------ EXTRACTED DATA

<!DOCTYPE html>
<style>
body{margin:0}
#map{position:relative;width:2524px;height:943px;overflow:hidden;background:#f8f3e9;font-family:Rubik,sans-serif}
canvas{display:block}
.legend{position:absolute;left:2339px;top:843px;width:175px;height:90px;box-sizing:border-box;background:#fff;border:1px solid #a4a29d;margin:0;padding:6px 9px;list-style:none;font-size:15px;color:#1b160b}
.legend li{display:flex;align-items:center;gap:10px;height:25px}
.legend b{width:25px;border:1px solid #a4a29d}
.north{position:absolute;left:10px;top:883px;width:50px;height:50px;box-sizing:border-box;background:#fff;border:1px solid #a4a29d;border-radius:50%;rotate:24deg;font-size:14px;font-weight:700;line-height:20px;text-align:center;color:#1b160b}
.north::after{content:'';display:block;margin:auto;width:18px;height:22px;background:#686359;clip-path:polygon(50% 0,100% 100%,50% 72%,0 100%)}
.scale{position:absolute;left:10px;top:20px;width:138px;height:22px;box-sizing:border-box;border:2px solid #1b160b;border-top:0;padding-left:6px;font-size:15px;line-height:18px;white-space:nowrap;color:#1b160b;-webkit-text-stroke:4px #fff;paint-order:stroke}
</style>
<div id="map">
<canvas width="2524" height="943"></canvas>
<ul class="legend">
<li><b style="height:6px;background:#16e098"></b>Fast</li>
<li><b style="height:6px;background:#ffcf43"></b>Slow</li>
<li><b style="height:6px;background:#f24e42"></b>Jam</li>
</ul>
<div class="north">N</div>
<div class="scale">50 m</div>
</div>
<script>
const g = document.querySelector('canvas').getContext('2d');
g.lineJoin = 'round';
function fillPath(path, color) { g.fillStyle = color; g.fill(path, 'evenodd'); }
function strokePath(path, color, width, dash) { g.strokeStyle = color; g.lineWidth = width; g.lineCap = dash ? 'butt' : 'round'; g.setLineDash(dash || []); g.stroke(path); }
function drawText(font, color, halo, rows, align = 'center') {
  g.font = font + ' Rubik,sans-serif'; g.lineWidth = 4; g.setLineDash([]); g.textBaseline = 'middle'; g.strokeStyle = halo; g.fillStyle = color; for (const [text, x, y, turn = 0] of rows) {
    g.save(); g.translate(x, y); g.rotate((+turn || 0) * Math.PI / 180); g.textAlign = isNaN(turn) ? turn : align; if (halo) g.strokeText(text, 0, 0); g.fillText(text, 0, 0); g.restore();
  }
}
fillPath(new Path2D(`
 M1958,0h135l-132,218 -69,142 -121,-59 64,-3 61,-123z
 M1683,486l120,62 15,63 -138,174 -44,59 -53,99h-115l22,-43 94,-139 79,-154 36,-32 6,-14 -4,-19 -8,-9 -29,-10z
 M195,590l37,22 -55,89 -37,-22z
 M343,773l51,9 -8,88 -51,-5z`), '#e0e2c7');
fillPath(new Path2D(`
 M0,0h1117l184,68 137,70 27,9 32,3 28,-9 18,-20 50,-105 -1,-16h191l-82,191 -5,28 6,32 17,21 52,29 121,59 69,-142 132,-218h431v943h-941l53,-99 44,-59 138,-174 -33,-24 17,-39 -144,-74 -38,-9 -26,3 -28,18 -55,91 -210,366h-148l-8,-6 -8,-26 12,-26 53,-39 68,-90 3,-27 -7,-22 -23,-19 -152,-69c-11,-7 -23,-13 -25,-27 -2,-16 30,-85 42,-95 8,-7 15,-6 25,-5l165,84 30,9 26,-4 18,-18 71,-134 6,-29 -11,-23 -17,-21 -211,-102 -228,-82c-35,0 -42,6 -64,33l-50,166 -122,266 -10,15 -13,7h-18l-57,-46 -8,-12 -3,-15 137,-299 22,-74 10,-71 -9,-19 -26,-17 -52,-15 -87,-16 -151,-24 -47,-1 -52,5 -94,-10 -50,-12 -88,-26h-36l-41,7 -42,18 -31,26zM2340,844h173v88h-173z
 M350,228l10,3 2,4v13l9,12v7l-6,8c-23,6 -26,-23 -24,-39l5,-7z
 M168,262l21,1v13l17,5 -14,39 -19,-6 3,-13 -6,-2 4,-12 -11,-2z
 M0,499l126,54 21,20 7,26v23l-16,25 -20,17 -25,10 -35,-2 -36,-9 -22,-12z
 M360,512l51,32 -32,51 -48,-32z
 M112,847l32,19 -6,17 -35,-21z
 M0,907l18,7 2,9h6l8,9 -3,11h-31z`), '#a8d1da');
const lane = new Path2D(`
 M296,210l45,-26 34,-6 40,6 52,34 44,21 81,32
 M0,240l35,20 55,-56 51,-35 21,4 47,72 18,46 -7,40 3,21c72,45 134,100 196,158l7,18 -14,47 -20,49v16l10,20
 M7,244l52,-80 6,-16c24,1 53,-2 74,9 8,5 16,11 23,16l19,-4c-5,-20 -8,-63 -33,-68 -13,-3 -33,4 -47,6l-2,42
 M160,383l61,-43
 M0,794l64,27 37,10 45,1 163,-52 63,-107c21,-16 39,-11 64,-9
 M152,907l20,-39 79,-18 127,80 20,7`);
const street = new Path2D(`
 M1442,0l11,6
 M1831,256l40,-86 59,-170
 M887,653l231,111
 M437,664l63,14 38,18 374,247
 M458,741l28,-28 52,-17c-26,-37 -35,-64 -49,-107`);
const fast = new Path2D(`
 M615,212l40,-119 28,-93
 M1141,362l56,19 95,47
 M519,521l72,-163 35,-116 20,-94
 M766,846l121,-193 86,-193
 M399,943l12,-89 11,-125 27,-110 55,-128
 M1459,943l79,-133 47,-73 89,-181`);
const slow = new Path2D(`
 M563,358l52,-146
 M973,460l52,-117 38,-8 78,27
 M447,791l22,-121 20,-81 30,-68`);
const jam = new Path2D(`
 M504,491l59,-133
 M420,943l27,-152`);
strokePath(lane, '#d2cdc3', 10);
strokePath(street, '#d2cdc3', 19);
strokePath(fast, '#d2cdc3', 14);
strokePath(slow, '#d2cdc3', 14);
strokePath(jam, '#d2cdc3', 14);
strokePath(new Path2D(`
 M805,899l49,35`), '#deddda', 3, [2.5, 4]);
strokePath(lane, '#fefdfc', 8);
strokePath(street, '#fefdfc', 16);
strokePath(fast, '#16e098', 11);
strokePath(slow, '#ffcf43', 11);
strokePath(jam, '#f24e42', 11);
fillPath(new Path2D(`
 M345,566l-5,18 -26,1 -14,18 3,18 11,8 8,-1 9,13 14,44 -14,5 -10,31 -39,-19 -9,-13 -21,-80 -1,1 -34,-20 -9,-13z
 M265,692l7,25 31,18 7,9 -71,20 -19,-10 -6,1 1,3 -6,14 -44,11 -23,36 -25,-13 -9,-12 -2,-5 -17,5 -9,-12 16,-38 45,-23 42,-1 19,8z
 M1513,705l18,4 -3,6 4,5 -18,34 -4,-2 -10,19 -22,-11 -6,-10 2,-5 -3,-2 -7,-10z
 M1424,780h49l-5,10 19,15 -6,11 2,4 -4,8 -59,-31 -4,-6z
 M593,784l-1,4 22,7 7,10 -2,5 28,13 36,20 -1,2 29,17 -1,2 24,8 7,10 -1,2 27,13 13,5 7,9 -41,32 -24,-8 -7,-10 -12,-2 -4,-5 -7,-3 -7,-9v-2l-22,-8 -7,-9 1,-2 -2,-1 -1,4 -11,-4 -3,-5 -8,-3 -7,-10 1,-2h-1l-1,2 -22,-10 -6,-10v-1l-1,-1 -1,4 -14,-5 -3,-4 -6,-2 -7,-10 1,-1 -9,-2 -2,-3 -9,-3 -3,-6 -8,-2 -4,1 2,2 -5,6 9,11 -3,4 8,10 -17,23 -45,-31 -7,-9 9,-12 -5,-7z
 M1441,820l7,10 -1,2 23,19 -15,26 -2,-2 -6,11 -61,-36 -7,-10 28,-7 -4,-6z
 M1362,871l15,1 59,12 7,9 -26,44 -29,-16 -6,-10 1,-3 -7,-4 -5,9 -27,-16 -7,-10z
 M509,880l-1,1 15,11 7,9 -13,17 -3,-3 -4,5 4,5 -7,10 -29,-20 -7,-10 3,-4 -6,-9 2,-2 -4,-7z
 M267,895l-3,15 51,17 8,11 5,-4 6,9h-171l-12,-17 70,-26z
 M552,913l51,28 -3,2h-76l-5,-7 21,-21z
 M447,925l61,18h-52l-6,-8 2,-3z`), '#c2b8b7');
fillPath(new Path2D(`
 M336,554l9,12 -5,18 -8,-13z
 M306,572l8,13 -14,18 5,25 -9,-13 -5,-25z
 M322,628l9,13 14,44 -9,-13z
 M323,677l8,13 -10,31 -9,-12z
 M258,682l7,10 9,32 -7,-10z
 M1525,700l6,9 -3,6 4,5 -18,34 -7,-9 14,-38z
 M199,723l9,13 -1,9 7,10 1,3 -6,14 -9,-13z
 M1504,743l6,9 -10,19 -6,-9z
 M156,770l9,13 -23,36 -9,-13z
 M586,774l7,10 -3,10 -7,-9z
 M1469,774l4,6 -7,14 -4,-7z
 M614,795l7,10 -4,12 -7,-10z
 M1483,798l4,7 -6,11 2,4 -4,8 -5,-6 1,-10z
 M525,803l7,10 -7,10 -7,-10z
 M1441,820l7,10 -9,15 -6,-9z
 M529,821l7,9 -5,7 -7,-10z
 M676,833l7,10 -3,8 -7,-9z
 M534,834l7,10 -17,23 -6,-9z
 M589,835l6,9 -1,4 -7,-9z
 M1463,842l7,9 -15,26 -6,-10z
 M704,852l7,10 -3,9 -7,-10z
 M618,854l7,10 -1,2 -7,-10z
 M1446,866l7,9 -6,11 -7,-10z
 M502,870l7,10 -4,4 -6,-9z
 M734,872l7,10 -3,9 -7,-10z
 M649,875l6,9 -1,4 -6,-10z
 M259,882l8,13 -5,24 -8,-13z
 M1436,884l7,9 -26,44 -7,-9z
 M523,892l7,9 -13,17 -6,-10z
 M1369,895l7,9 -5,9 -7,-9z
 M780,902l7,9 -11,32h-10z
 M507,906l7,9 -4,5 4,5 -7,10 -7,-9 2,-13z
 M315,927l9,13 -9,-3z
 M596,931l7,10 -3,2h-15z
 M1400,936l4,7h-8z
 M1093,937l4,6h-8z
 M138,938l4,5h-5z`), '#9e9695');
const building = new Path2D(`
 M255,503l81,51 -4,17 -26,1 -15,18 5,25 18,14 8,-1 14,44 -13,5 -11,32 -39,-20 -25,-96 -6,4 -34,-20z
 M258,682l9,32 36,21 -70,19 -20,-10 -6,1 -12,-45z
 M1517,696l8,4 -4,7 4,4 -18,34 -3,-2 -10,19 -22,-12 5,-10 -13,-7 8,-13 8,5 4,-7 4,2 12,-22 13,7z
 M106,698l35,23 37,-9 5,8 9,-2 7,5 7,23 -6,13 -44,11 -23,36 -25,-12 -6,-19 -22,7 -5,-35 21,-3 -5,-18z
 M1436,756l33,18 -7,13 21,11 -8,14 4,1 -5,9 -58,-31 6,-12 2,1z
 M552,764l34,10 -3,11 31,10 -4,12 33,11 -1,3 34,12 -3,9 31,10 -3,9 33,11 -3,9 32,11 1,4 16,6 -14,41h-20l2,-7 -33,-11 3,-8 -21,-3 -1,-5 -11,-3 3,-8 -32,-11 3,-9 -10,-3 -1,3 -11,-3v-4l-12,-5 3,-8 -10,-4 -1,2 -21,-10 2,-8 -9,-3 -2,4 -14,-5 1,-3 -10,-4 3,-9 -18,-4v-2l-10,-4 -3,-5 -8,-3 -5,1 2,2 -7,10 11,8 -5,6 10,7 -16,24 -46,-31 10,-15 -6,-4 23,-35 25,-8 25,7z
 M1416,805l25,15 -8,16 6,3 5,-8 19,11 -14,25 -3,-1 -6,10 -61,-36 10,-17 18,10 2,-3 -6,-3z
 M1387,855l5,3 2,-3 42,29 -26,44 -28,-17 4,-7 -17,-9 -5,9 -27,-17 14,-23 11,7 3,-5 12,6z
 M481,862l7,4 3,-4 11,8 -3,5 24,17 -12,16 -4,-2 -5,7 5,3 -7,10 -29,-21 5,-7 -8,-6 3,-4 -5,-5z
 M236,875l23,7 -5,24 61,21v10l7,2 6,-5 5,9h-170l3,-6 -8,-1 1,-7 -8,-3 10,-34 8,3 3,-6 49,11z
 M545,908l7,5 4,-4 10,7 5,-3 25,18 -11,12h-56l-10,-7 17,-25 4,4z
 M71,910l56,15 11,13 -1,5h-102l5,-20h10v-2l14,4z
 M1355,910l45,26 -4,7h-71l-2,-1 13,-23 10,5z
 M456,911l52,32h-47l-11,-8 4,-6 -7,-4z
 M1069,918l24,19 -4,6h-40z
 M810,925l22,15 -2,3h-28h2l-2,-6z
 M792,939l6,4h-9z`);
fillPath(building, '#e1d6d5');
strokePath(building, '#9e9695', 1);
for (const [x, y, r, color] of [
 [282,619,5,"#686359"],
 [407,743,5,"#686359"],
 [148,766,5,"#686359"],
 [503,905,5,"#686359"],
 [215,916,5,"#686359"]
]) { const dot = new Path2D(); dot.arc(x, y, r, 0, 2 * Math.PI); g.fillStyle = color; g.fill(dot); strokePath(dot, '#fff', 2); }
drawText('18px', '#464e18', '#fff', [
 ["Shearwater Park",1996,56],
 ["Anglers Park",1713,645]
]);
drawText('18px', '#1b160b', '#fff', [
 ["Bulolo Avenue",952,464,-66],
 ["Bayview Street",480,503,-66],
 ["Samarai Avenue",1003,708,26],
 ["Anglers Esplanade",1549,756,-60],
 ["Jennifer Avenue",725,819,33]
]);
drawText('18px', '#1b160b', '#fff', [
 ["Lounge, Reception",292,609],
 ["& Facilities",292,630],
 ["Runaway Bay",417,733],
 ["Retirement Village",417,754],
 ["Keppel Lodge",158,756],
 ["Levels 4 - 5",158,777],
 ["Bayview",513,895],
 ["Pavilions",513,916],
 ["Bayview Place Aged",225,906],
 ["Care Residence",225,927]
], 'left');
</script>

------------

Please copy the lines in the records above between the one holding "M1441,820l7,10 -9,15 -6,-9z" and the one holding "M502,870l7,10 -4,4 -6,-9z", inclusive, exactly and with no other line.

■ **RESPONSE AREA**:
 M1441,820l7,10 -9,15 -6,-9z
 M529,821l7,9 -5,7 -7,-10z
 M676,833l7,10 -3,8 -7,-9z
 M534,834l7,10 -17,23 -6,-9z
 M589,835l6,9 -1,4 -7,-9z
 M1463,842l7,9 -15,26 -6,-10z
 M704,852l7,10 -3,9 -7,-10z
 M618,854l7,10 -1,2 -7,-10z
 M1446,866l7,9 -6,11 -7,-10z
 M502,870l7,10 -4,4 -6,-9z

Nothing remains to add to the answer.